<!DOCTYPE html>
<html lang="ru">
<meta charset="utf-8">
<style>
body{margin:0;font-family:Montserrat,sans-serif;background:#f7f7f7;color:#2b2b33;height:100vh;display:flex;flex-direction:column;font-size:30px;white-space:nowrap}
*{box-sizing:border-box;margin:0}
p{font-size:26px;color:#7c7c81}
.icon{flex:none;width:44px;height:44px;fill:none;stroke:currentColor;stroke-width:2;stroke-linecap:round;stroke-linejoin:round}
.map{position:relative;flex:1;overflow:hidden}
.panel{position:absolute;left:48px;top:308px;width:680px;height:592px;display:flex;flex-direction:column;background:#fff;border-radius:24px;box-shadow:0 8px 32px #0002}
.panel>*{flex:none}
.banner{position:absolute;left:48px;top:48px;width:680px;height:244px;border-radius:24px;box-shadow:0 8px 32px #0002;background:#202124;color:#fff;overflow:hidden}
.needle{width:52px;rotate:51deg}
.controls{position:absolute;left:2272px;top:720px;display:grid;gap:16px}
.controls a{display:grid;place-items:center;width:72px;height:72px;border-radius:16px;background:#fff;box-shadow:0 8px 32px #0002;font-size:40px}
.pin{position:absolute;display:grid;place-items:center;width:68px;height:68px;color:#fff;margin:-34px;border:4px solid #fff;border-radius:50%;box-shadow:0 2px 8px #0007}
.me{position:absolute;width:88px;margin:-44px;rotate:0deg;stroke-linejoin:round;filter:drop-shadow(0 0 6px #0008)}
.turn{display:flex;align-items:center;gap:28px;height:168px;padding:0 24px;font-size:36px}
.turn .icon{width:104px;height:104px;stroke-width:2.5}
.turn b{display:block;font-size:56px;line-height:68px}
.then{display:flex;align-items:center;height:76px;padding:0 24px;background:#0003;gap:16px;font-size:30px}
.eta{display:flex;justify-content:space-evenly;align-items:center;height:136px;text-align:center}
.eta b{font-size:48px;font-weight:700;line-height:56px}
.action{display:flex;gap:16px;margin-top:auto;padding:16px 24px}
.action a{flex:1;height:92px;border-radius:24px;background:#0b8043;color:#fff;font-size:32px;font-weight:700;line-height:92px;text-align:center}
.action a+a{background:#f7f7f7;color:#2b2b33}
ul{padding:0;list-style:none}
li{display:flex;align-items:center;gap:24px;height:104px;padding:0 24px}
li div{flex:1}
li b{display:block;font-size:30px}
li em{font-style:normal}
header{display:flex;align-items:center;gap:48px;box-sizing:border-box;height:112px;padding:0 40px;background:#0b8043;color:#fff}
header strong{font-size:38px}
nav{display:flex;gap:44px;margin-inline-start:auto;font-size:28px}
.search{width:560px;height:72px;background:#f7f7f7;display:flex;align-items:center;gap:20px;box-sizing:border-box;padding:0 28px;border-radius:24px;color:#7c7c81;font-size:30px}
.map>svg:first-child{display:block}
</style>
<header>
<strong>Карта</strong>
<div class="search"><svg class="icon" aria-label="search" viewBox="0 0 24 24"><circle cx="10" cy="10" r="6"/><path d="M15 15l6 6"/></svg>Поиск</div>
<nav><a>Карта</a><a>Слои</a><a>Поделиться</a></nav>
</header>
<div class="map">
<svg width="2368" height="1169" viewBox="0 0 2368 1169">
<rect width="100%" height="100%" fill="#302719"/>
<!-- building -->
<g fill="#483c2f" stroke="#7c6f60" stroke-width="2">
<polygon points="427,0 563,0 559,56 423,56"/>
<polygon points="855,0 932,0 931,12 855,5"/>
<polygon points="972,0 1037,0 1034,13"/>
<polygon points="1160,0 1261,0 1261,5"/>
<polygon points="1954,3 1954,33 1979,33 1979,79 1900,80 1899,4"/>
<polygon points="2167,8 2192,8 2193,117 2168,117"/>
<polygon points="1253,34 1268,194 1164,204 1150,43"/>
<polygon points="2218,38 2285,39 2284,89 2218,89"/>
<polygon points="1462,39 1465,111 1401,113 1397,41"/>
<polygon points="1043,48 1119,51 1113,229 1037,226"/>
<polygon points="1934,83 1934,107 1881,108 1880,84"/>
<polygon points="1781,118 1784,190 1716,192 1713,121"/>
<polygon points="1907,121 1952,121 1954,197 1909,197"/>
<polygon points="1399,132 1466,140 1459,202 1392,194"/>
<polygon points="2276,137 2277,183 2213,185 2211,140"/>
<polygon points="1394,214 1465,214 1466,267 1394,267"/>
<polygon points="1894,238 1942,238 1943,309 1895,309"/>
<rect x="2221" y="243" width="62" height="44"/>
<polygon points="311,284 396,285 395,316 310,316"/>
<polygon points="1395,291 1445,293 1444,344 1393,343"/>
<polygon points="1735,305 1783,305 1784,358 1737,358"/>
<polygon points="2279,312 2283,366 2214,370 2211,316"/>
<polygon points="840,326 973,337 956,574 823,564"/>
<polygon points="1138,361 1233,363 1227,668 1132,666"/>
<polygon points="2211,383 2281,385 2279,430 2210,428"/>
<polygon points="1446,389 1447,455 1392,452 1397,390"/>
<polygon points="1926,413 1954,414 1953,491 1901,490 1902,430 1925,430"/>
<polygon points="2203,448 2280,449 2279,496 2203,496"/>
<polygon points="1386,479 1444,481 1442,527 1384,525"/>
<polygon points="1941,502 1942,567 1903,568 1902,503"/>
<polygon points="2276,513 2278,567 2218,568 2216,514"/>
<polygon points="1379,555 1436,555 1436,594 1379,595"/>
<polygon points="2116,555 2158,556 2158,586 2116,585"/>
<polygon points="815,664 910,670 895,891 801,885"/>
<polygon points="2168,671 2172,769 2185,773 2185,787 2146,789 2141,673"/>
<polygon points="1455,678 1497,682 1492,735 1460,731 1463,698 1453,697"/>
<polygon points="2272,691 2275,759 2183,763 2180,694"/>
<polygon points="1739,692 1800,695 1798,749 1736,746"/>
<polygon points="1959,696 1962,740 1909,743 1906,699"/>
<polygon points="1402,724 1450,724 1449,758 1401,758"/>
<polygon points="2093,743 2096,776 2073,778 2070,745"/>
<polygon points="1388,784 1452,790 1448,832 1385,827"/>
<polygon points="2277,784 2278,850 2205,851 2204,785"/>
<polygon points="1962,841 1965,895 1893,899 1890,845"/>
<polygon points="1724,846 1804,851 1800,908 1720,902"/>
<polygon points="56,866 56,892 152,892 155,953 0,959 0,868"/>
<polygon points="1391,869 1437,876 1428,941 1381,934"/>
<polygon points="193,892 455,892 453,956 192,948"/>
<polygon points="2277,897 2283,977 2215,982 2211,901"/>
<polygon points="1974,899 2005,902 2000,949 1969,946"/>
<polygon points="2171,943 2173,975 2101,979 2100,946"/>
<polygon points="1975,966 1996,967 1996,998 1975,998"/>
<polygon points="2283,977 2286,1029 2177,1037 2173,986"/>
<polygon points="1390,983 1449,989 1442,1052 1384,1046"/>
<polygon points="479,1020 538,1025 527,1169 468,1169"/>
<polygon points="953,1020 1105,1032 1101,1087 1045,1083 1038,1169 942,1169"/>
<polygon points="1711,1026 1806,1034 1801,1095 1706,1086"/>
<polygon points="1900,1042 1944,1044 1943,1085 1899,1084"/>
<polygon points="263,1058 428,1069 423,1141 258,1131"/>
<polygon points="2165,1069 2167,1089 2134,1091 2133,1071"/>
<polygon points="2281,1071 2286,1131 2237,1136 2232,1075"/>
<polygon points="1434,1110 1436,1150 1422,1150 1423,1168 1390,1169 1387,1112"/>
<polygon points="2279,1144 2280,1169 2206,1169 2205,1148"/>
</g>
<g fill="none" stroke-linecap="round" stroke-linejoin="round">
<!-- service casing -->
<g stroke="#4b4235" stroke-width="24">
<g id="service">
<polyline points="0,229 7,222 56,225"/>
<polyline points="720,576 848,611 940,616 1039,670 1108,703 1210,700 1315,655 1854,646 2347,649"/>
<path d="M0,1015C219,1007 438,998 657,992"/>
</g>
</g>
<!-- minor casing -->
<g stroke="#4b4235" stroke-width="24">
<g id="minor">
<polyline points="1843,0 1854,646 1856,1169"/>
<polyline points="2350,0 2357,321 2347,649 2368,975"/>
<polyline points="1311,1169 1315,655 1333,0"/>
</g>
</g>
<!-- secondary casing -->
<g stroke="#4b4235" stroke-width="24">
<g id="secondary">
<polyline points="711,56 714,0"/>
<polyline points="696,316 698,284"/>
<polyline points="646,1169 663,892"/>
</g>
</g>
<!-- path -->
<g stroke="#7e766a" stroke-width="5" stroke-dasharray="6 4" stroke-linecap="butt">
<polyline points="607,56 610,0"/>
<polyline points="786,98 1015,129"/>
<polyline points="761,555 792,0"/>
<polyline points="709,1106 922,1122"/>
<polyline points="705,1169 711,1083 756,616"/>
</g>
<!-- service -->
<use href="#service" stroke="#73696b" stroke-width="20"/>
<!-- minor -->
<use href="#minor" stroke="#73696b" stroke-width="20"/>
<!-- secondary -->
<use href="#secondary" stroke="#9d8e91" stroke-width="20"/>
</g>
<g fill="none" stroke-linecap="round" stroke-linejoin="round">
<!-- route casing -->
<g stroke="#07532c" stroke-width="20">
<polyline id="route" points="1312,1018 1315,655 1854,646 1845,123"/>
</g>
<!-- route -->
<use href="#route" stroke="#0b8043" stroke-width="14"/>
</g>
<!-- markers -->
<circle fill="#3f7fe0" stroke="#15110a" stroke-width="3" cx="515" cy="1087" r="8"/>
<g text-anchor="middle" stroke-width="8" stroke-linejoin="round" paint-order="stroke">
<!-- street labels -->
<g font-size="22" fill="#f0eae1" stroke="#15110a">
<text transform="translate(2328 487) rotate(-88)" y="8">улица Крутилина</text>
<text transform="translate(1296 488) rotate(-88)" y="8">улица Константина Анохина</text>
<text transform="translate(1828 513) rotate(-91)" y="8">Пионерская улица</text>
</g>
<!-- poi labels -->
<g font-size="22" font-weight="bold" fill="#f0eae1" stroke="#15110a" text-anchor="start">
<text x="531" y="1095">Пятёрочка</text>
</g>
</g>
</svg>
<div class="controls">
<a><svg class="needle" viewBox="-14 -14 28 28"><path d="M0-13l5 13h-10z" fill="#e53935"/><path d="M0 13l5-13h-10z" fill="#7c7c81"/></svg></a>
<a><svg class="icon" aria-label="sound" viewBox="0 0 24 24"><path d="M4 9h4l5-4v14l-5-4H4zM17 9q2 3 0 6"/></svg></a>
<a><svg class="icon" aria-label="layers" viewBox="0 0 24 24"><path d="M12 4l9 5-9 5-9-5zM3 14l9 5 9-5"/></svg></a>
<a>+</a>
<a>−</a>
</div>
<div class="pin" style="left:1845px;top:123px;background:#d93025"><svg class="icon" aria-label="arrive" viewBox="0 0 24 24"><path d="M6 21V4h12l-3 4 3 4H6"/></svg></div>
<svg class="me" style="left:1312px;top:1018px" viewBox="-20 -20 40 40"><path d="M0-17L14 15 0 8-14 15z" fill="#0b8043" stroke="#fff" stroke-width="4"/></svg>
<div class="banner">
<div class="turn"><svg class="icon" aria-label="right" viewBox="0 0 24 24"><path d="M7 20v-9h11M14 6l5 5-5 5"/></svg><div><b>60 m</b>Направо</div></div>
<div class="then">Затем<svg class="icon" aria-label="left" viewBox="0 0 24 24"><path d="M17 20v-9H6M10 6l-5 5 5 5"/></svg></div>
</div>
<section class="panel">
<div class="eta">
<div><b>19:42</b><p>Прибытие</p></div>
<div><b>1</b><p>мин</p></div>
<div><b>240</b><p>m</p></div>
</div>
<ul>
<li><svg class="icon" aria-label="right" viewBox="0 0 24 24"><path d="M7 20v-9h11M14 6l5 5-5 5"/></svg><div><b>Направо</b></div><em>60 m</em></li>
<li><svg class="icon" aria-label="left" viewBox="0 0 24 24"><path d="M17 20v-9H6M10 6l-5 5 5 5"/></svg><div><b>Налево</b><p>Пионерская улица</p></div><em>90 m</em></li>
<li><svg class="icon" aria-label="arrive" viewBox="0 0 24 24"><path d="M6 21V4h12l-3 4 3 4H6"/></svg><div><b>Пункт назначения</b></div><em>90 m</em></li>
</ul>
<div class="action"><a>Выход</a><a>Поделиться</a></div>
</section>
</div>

☆ ☆ ☆ ☆

Work to complete →
The answer must be a single number: how many lines in the data contain the string "controls"?

Solution →
3